Friday, April 5, 2013

1304.1399 (Gábor Kovács et al.)

A sensitivity analysis of the WFCAM Transit Survey for short-period giant planets around M dwarfs    [PDF]

Gábor Kovács, S. Hodgkin, B. Sipőcz, D. Pinfield, D. Barrado, J. Birkby, M. Cappetta, P. Cruz, J. Koppenhoefer, E. Martín, F. Murgas, B. Nefs, R. Saglia, J. Zendejas
The WFCAM Transit Survey (WTS) is a near-infrared transit survey running on the United Kingdom Infrared Telescope (UKIRT), designed to discover planets around M dwarfs. The WTS acts as a poor-seeing backup programme for the telescope, and represents the first dedicated wide-field near-infrared transit survey. In this paper we describe the observing strategy of the WTS and the processing of the data to generate lightcurves. We describe the basic properties of our photometric data, and measure our sensitivity based on 950 observations. We show that the photometry reaches a precision of ~4mmag for the brightest unsaturated stars in lightcurves spanning almost 3 years. Optical (SDSS griz) and near-infrared (UKIRT ZYJHK) photometry is used to classify the target sample of 4600 M dwarfs with J magnitudes in the range 11-17. Most have spectral-types in the range M0-M2. We conduct Monte Carlo transit injection and detection simulations for short period (<10 day) Jupiter- and Neptune-sized planets to characterize the sensitivity of the survey. We investigate the recovery rate as a function of period and magnitude for 4 hypothetical star-planet cases: M0-2+Jupiter, M2-4+Jupiter, M0-2+Neptune, M2-4+Neptune.

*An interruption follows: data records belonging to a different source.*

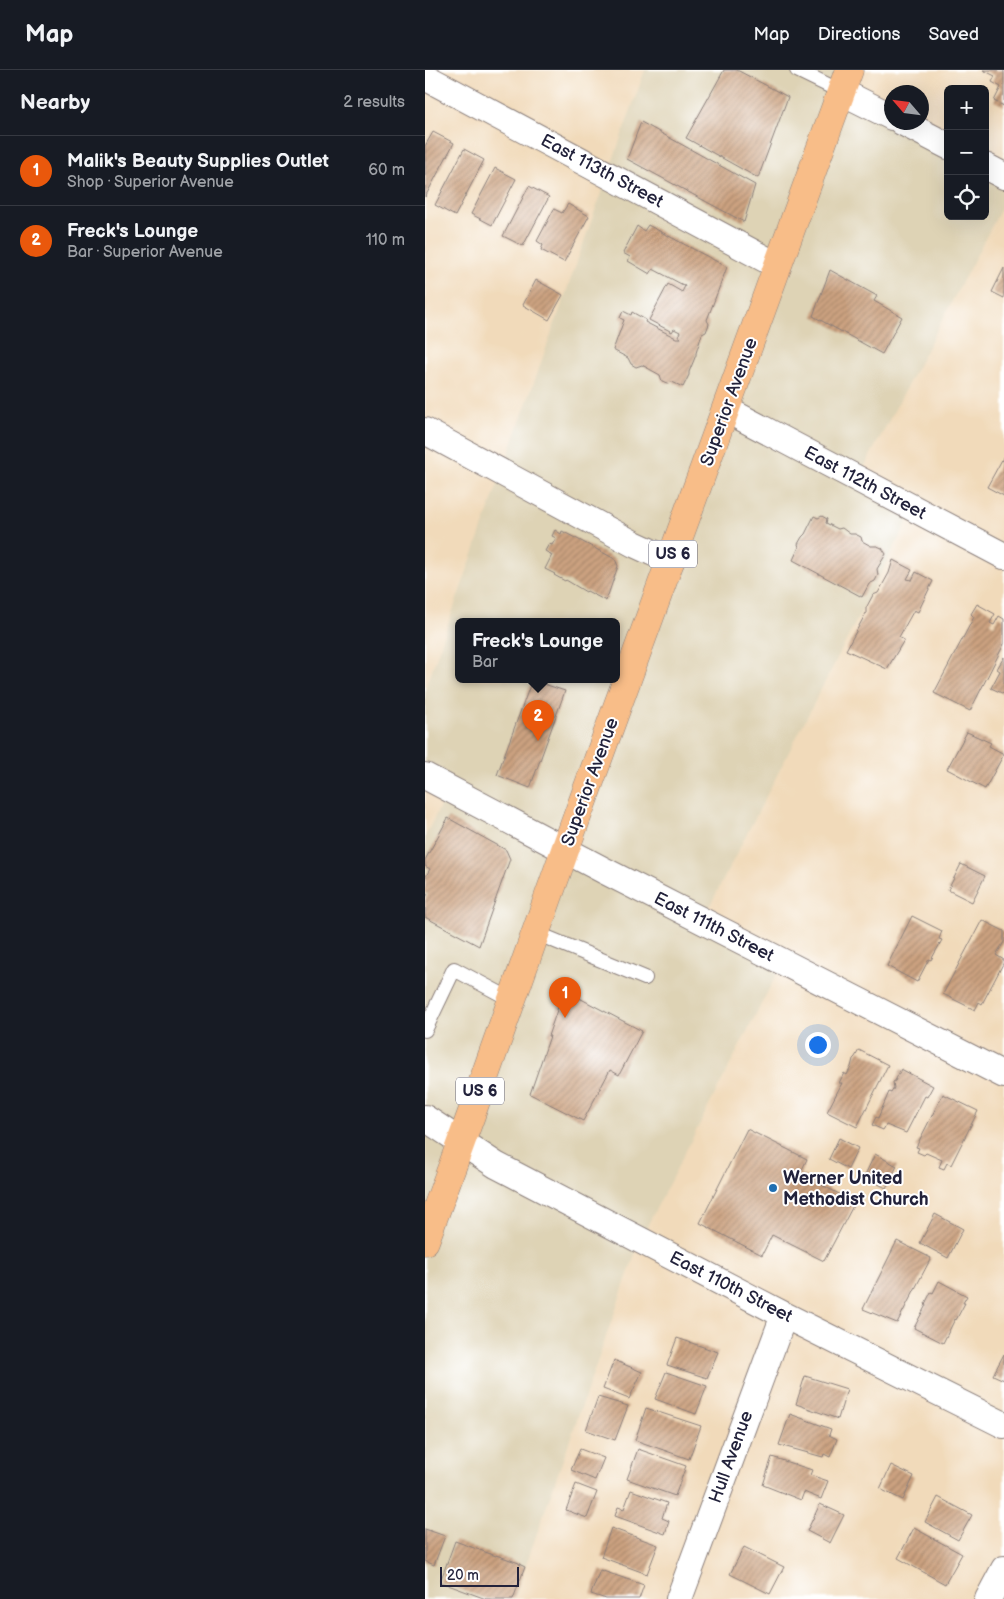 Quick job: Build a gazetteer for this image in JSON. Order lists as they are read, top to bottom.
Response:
{
  "streets": {
    "main road": ["Superior Avenue", "US 6"],
    "street": [
      "East 113th Street",
      "East 112th Street",
      "East 111th Street",
      "East 110th Street",
      "Hull Avenue"
    ]
  },
  "crossings": [
    ["East 113th Street", "Superior Avenue"],
    ["Superior Avenue", "East 112th Street"],
    ["Superior Avenue", "East 111th Street"],
    ["Superior Avenue", "East 110th Street"],
    ["East 110th Street", "Hull Avenue"]
  ],
  "places": ["Werner United Methodist Church"],
  "scale_bar": "20 m",
  "north": "top left",
  "page": {
    "header": "Map",
    "nav": ["Map", "Directions", "Saved"],
    "heading": ["Nearby", "2 results"],
    "map_buttons": ["+", "−"],
    "list": [
      {
        "mark": "1",
        "name": "Malik's Beauty Supplies Outlet",
        "note": "Shop · Superior Avenue",
        "value": "60 m"
      },
      {
        "mark": "2",
        "name": "Freck's Lounge",
        "note": "Bar · Superior Avenue",
        "value": "110 m"
      }
    ],
    "popup": ["Freck's Lounge", "Bar"],
    "pins": ["2", "1"],
    "scale": "20 m"
  }
} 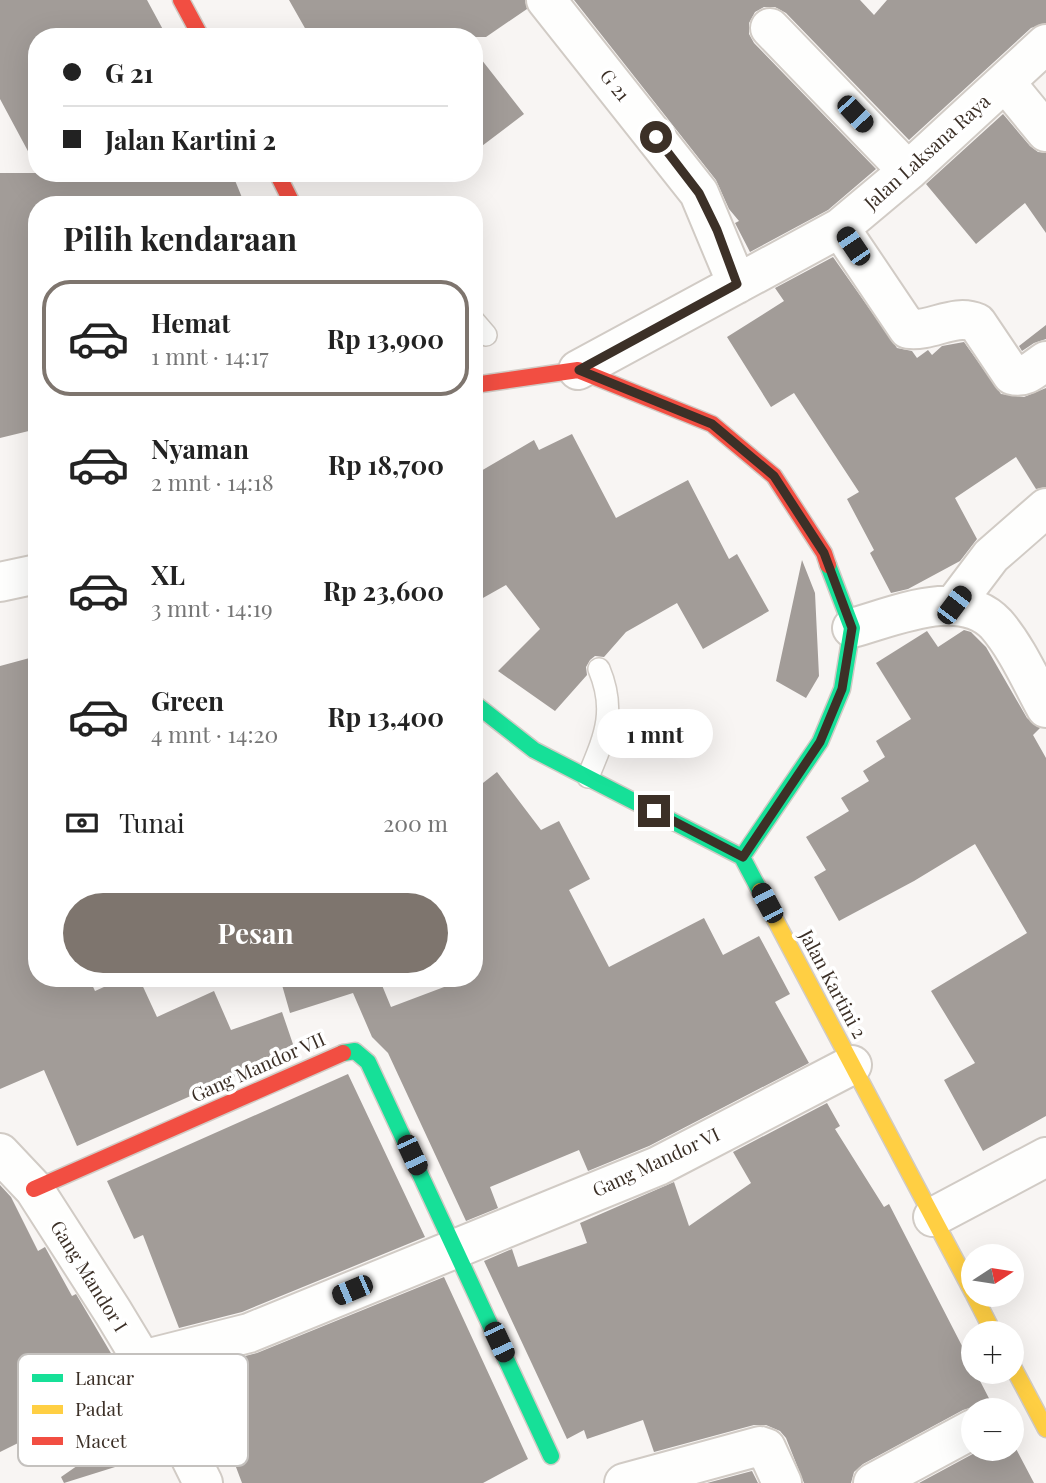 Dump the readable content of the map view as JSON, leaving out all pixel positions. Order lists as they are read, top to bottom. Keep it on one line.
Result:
{"streets":{"street":["G 21","Jalan Laksana Raya","Jalan Kartini 2","Gang Mandor VII","Gang Mandor VI","Gang Mandor I"]},"crossings":[["G 21","Jalan Laksana Raya"],["Jalan Kartini 2","Gang Mandor VI"],["Gang Mandor VII","Gang Mandor VI"],["Gang Mandor VII","Gang Mandor I"]],"legend":["Lancar","Padat","Macet"],"north":"right","page":{"banner":["G 21","Jalan Kartini 2"],"heading":"Pilih kendaraan","list":[{"name":"Hemat","note":"1 mnt · 14:17","value":"Rp 13,900"},{"name":"Nyaman","note":"2 mnt · 14:18","value":"Rp 18,700"},{"name":"XL","note":"3 mnt · 14:19","value":"Rp 23,600"},{"name":"Green","note":"4 mnt · 14:20","value":"Rp 13,400"}],"bubble":"1 mnt","pay":["Tunai","200 m"],"buttons":"Pesan","map_buttons":["+","−"]}}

We find that the WTS lightcurves are very sensitive to the presence of Jupiter-sized short-period transiting planets around M dwarfs. Hot Neptunes produce a much weaker signal and suffer a correspondingly smaller recovery fraction. Neptunes can only be reliably recovered with the correct period around the rather small sample (~100) of the latest M dwarfs (M4-M9) in the WTS. The non-detection of a hot-Jupiter around an M dwarf by the WFCAM Transit Survey allows us to place an upper limit of 1.7-2.0 per cent (at 95 per cent confidence) on the planet occurrence rate.